Why is multithreading often preferred for improving performance?

I have a question, it’s about why programmers seems to love concurrency and multi-threaded programs in general.

I’m considering 2 main approaches here:

an async approach basically based on signals, or just an async approach as called by many papers and languages like the new C# 5.0 for example, and a “companion thread” that manages the policy of your pipeline
a concurrent approach or multi-threading approach

I will just say that I’m thinking about the hardware here and the worst case scenario, and I have tested this 2 paradigms myself, the async paradigm is a winner at the point that I don’t get why people 90% of the time talk about multi-threading when they want to speed up things or make a good use of their resources.

I have tested multi-threaded programs and async program on an old machine with an Intel quad-core that doesn’t offer a memory controller inside the CPU, the memory is managed entirely by the motherboard, well in this case performances are horrible with a multi-threaded application, even a relatively low number of threads like 3-4-5 can be a problem, the application is unresponsive and is just slow and unpleasant.

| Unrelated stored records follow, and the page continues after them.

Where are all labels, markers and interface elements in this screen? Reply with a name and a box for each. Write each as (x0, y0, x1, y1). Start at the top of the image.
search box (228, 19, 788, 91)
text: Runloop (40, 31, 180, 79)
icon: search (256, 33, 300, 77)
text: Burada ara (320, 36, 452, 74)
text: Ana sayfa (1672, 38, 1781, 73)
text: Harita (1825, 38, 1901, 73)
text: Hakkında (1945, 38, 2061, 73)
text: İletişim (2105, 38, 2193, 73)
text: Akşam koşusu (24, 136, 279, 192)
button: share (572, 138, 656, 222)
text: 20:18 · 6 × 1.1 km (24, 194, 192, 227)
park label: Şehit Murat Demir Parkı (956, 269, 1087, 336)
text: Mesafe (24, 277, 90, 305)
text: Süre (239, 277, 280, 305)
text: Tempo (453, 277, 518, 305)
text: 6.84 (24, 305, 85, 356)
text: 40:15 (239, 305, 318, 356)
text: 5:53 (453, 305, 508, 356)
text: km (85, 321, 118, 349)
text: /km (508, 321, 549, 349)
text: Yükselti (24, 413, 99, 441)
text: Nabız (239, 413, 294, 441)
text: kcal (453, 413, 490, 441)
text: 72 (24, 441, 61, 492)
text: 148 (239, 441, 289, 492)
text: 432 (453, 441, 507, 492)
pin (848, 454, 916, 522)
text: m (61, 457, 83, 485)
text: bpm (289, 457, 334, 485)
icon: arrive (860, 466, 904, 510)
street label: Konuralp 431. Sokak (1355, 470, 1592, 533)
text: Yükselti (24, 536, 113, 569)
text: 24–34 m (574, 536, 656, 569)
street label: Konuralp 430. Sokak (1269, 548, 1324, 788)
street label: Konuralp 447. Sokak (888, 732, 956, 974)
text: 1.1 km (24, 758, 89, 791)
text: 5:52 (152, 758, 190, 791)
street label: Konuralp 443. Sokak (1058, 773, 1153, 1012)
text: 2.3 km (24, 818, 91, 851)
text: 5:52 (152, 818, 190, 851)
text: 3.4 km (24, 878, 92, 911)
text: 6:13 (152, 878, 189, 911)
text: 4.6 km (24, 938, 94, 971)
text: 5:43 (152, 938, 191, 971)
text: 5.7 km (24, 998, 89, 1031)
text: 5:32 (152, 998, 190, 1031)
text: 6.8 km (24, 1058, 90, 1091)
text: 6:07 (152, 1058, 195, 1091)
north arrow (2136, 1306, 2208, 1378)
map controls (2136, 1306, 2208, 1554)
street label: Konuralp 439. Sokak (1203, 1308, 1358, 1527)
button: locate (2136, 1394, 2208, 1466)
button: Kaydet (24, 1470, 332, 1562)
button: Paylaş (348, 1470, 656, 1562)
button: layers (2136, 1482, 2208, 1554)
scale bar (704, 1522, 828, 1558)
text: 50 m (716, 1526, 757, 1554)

A good async approach is, on the other hand, probably not faster but it’s not worst either, my application just waits for the result and doesn’t hangs, it’s responsive and there is a much better scaling going on.

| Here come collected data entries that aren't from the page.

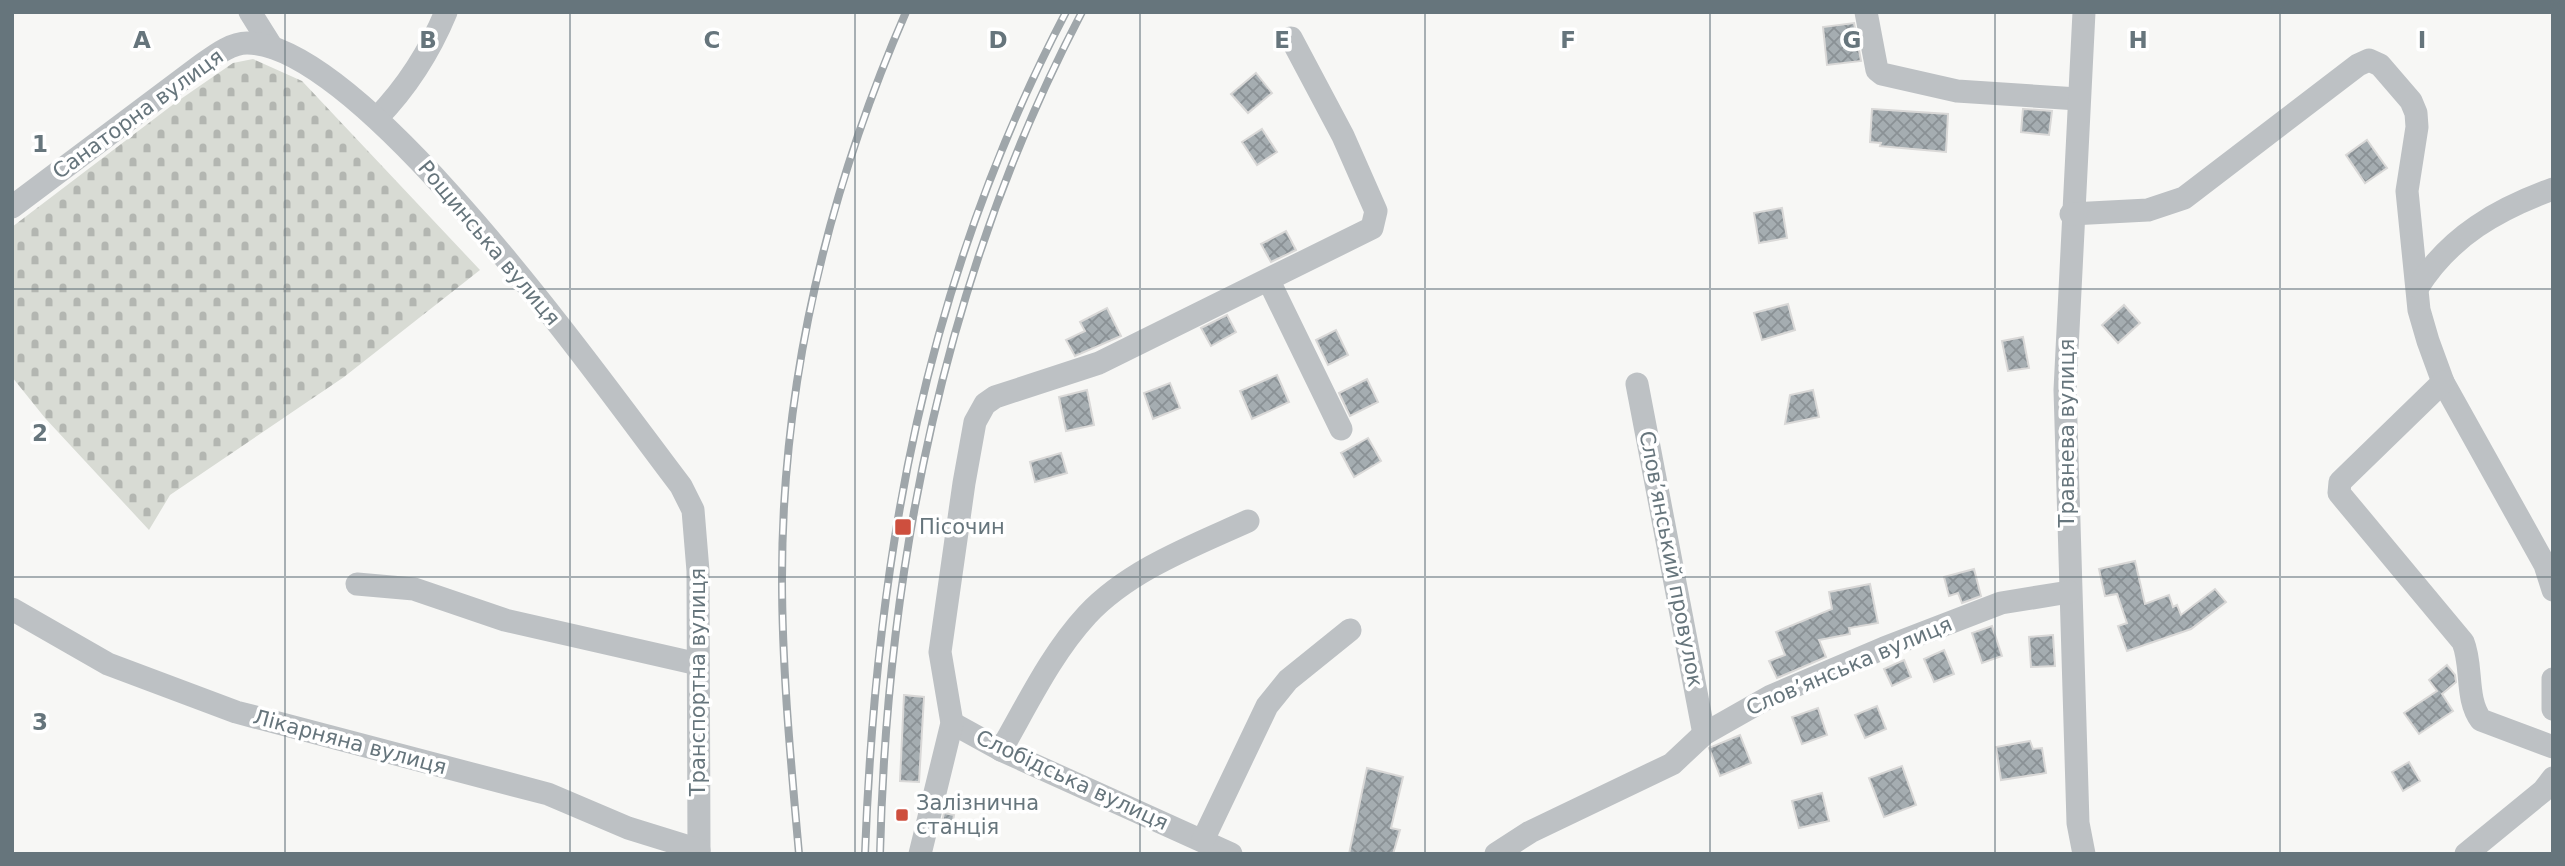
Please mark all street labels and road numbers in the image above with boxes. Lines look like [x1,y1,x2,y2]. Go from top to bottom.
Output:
street label: Санаторна вулиця [48,44,228,184]
street label: Рощинська вулиця [413,156,565,330]
street label: Травнева вулиця [2055,339,2079,528]
street label: Слов’янський провулок [1634,429,1708,689]
street label: Транспортна вулиця [686,568,710,797]
street label: Слов’янська вулиця [1742,612,1956,720]
street label: Лікарняна вулиця [251,705,449,779]
street label: Слобідська вулиця [972,725,1172,835]

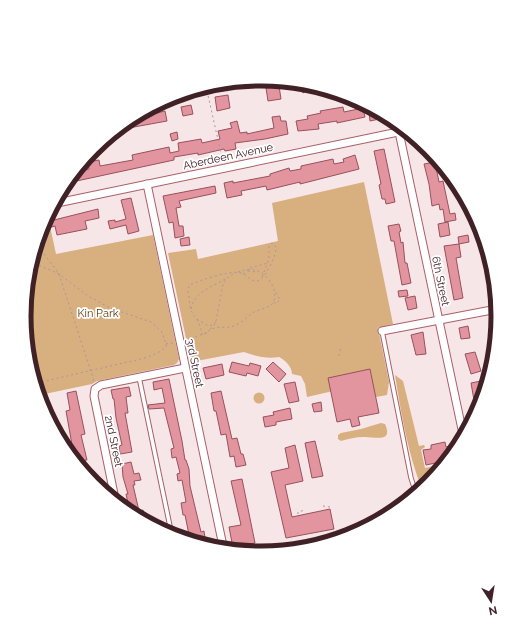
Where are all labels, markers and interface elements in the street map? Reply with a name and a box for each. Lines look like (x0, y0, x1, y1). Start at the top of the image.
street label: Aberdeen Avenue (182, 140, 275, 172)
street label: 6th Street (429, 255, 452, 307)
park label: Kin Park (77, 307, 119, 320)
street label: 3rd Street (183, 337, 206, 389)
street label: 2nd Street (102, 414, 125, 468)
north arrow (471, 581, 511, 621)
text: N (488, 603, 498, 618)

I have also discovered that a context change in the threading world it’s not that cheap in real world scenario, it’s in fact quite expensive especially when you have more than 2 threads that need to cycle and swap among each other to be computed.

On modern CPUs the situation it’s not really that different, the memory controller it’s integrated but my point is that an x86 CPUs is basically a serial machine and the memory controller works the same way as with the old machine with an external memory controller on the motherboard. The context switch is still a relevant cost in my application and the fact that the memory controller it’s integrated or that the newer CPU have more than 2 core it’s not bargain for me.

For what i have experienced the concurrent approach is good in theory but not that good in practice, with the memory model imposed by the hardware, it’s hard to make a good use of this paradigm, also it introduces a lot of issues ranging from the use of my data structures to the join of multiple threads.

Also both paradigms do not offer any security abut when the task or the job will be done in a certain point in time, making them really similar from a functional point of view.

According to the X86 memory model, why the majority of people suggest to use concurrency with C++ and not just an async approach ? Also why not considering the worst case scenario of a computer where the context switch is probably more expensive than the computation itself ?

You have multiple cores/procesors, use them

Async is best for doing heavy IO bound processing but what about heavy CPU bound processing?

The problem arises when single-threaded code blocks (ie gets stuck) on a long-running process. For instance, remember back when printing a word processor document would make the whole application freeze until the job was sent? Application freezing is a side-effect of a single-threaded application blocking during a CPU-intensive task.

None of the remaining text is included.